Indeed, even my favourite blogger whose articles I enjoy moved to Patreon and I'm planning to budget money for him from next paycheck :). I'm much happier to support people this way than through ads.
I'll be very happy to pay for content now that I am an adult and earn money (there's a problem though; I owe my career in part thanks to a lot of free content I could use as a kid). But I suspect that prices will have to drop - the typical use pattern of the Internet is that of breadth, not depth. Myself I visit many dozen different sites daily, often different the next day than the day before. I derive value from all of them, but not enough to pay each of them a few dollars of monthly subscription.

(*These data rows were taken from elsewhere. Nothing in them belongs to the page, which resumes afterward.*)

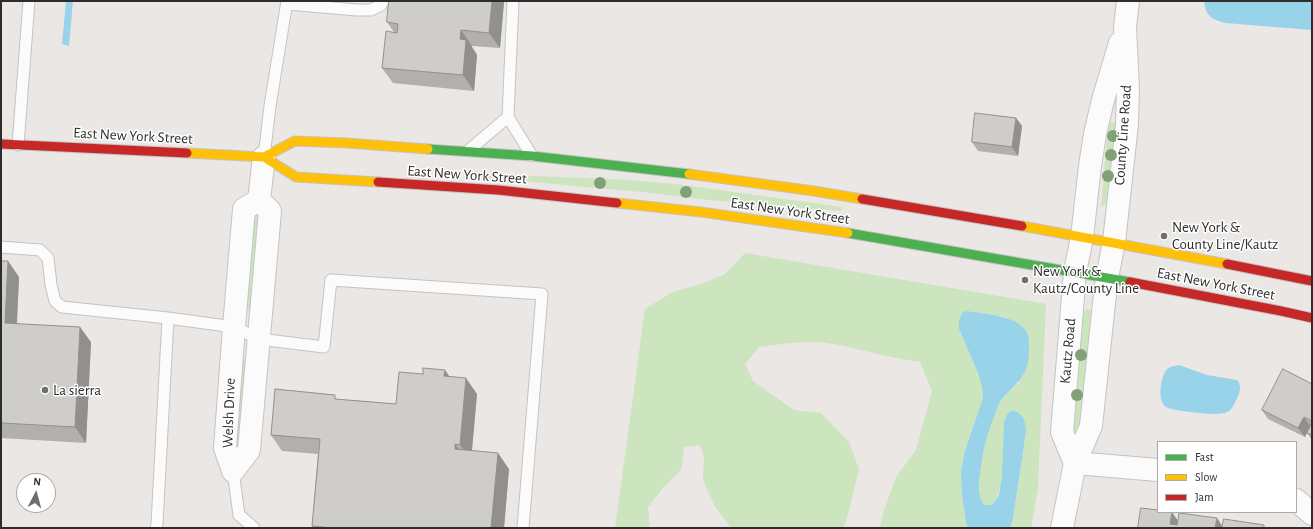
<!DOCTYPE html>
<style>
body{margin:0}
#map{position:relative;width:1313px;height:529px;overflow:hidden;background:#eae7e4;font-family:"Alegreya Sans",sans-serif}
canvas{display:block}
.frame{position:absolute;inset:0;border:2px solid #2d2d2d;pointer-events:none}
.legend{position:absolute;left:1157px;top:441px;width:140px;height:72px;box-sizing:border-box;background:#fff;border:1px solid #ababab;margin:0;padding:5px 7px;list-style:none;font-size:12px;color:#2d2d2d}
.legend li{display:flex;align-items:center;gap:8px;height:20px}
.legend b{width:20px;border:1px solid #ababab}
.north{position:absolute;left:16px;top:473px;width:40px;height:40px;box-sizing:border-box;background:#fff;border:1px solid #ababab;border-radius:50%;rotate:6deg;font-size:11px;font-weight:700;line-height:16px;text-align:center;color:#2d2d2d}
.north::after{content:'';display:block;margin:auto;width:14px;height:18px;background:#6f6e6d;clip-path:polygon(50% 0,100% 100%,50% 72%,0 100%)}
</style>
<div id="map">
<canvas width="1313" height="529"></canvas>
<div class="frame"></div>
<ul class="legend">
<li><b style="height:5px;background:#4caf50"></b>Fast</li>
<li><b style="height:5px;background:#ffc107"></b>Slow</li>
<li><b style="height:5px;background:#c62828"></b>Jam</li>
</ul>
<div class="north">N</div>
</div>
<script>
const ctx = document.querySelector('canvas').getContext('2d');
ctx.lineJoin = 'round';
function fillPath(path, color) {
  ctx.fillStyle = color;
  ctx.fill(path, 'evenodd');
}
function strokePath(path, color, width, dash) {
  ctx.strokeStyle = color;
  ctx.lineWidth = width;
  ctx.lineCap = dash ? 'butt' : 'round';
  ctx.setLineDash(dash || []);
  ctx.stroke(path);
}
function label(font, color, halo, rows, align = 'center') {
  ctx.font = font + ' "Alegreya Sans",sans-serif';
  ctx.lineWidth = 3;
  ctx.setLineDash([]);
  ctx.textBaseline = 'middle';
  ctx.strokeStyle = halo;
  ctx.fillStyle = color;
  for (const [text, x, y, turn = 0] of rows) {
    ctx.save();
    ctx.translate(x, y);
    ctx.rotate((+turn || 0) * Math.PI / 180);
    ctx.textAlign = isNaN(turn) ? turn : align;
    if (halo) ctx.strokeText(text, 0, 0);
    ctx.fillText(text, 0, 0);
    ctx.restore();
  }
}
const green = new Path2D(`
 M1111,122l4,1 2,4 -8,73 -8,8 7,-80z
 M490,174l141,6 52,5 159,22 -1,4 -132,-11 -67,-8 -153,-14z
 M260,212l-9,98 -5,1 6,-98z
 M745,253l301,51 -8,183 -7,41h-21l3,-9 13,-87 -22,-10c0,23 3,66 -12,83h-8c-1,-2 -4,-5 -4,-7 -6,-19 10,-83 21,-98 5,-7 11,-12 18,-17l-13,-66 -39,-6 -8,18 19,44 4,14 1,11 -3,10 -15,43 -3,45 4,27 2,5h-88l2,-12 14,-39 20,-27 16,-59 -12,-29c-31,-4 -62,-14 -93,-19 -22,-3 -46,1 -68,4l-14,17 8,17 41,29 27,3 28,29 10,27 -13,53 -3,6h-112l-17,-23 -11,-25 1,-22 -4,-13 -16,2 -3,23 -18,18 -15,19 2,21h-35l30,-219 28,-17 28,-8 24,-10z
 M1087,309l4,2 -11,119 -6,3 -8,-9 14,-109z
 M241,359l5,2 -6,75 -2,2h-4z`);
const water = new Path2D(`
 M66,1h7l-4,45 -7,-2z
 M1204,1h108v29l-87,-7c-13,-4 -19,-6 -21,-22z
 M967,311c17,3 49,4 59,20 3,4 3,12 3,18 0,8 -1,19 -6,26 -6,10 -15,16 -22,25 -3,4 -4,9 -6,14 -7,17 -12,35 -14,53 -2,14 -5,26 3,38h8l7,-10 3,-19 2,-54 4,-9 5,-3c11,5 12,10 13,22l-13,87 -3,9h-42l-2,-5 -4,-27 -1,-24 4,-21 18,-53 -1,-11 -4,-14 -19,-44v-8l3,-8z
 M1179,365l28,10 30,5c5,6 3,12 0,18 -2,5 -5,12 -10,14 -11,5 -43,-1 -56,-3 -3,-1 -6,-2 -8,-5 -5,-8 -2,-28 4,-35 4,-3 8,-3 12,-4z`);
const lane = new Path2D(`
 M513,1l-5,116 24,39
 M287,4l70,6h14l10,-5 2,-4
 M18,145l11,-144
 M469,150l39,-33
 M264,157l6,-51 17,-105
 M1,247l39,3 8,8 3,27 4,16 7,6 106,11 66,9 25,12 65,8 7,-67 211,14 -19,234
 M233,471l6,44 15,13
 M156,528l1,-4 11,-206`);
const street = new Path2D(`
 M259,200l5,-43
 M1075,463l-13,-31 13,-160 7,-35 8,-71 5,-32 8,-34 17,-57
 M1075,463l83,7
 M233,471l16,-21 21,-239 -11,-11
 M233,471l-8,-23 9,-121 10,-118 15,-9
 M1296,500l16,14
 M1062,528l13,-65 16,-37 13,-123 3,-25 7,-36 13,-118 1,-35 -3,-62 3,-26`);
const fast = new Path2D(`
 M428,149l104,7 157,18
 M848,233l282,49`);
const slow = new Path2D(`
 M187,153l77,4 32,20 82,5
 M264,157l31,-16 52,2 81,6
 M689,174l125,17 48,8
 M617,203l84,9 147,21
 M1022,226l205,38`);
const jam = new Path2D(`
 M1,144l186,9
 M378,182l120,8 119,13
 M862,199l160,27
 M1227,264l85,17
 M1130,282l151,29 31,7`);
const trees = [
 [1113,136],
 [1111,155],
 [1108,176],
 [600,183],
 [686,192],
 [1081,355],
 [1077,395]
];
const wall = new Path2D(`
 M504,2l-4,46 -28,-2v1l5,8 -3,36 -81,-8 -11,-15 12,-36 -7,-10z
 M1016,118l6,8 -4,30 -40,-5 -6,-9z
 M1,261h7l11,16 -2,46 74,19 -5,101 -85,-5z
 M450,377l27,17 -5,57 37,18 -5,59h-191l-1,-2 6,-72 -36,-3 -11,-16 67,-36 58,5z
 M1312,384v56l-5,-7 3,-7 -5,11 -37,-18 -6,-9z`);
const shadedWall = new Path2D(`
 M492,1h11l1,1 -4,46 -11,-15z
 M461,30l11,16v1l5,8 -3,36 -11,-16 -3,-36z
 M1016,118l6,8 -4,30 -6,-9z
 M8,261l11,16 -3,61 -11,-15z
 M80,327l11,15 -5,101 -11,-16z
 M445,370l11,16 -12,-10z
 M466,378l11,16 -6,66 -11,-15z
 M1304,417l6,9 -5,11 -7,-9z
 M455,444l11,16 -11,-11z
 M498,453l11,16 -5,59h-13z
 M1172,512l6,9 -1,7 -7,-4z
 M1217,518l6,9v1h-8z`);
const building = new Path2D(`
 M389,1h103l-3,32 -28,-3 -1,9 6,1 -3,35 -81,-7 4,-37 11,2 1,-9 -11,-2z
 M975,113l41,5 -4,29 -40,-5z
 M1,261h7l-3,62 75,4 -5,100 -74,-4z
 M423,368l22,2 -1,6 22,2 -6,67 -5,-1v5l43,4 -7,75h-159l-20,-2 8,-87 -49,-4 4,-46 60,6v4l61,5 3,-32 24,2z
 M1283,369l29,15v37l-8,-4 -6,11 -36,-18z
 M1312,423v12l-5,-2z
 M1141,508l17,2v2h14l-2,12 7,1 2,-12 38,5 -2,10h-77z
 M1224,519l40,6v3h-42z`);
const markers = [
 [1164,236,4,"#6f6e6d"],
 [1025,280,4,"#6f6e6d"],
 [45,390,4,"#6f6e6d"]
];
const streetNames = [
 ["County Line Road",1123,135,-86],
 ["East New York Street",133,136,3],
 ["East New York Street",467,175,4],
 ["East New York Street",790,211,8],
 ["East New York Street",1216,284,11],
 ["Kautz Road",1068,351,-85],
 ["Welsh Drive",229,413,-88]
];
const poiNames = [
 ["New York &",1172,227],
 ["County Line/Kautz",1172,244],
 ["New York &",1033,271],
 ["Kautz/County Line",1033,288],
 ["La sierra",53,390]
];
fillPath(green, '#cce5be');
fillPath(water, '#99d3ea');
strokePath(lane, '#c4c3c4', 13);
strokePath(street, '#c4c3c4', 24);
strokePath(fast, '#c6c4c3', 11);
strokePath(slow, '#c6c4c3', 11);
strokePath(jam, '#c6c4c3', 11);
strokePath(lane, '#fcfbfb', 11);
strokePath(street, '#fcfbfb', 22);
strokePath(fast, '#4caf50', 9);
strokePath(slow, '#ffc107', 9);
strokePath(jam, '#c62828', 9);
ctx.fillStyle = '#81a277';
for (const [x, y] of trees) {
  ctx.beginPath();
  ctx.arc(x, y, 6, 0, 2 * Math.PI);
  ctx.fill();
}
fillPath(wall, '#b2b0ae');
fillPath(shadedWall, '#91908d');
fillPath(building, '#cfcdca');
strokePath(building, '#91908d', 1);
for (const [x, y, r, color] of markers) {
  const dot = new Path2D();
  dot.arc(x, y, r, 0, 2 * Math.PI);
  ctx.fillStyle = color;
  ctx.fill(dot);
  strokePath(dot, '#fff', 1.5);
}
label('15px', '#2d2d2d', '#fff', streetNames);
label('15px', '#2d2d2d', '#fff', poiNames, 'left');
</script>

Or maybe this will finally incentivize people to build their websites to attract and keep customers instead of clickbaiting and carpet-bombing with unwanted ads.
"Or maybe this will finally incentivize people to build their websites to attract and keep customers instead of clickbaiting and carpet-bombing with unwanted ads."
This is it. We're suffering from the effects the "Content is king" mantra. Instead of sites having highly focused content, the drive is to constantly have fresh content. It's easy for a monthly magazine to have focused content due to the schedule. When a site has to have new content every single day, or worse, multiple pieces of content every day, of course that's going to lead to excessive fluff of all sorts. The sites with the best content I visit seem less concerned with frequency and more focused on quality. We're in a quantity > quality phase of the web.
I recently encountered an ad with a tiny close button that jittered, making it impossible to touch without triggering the ad popup. How clever.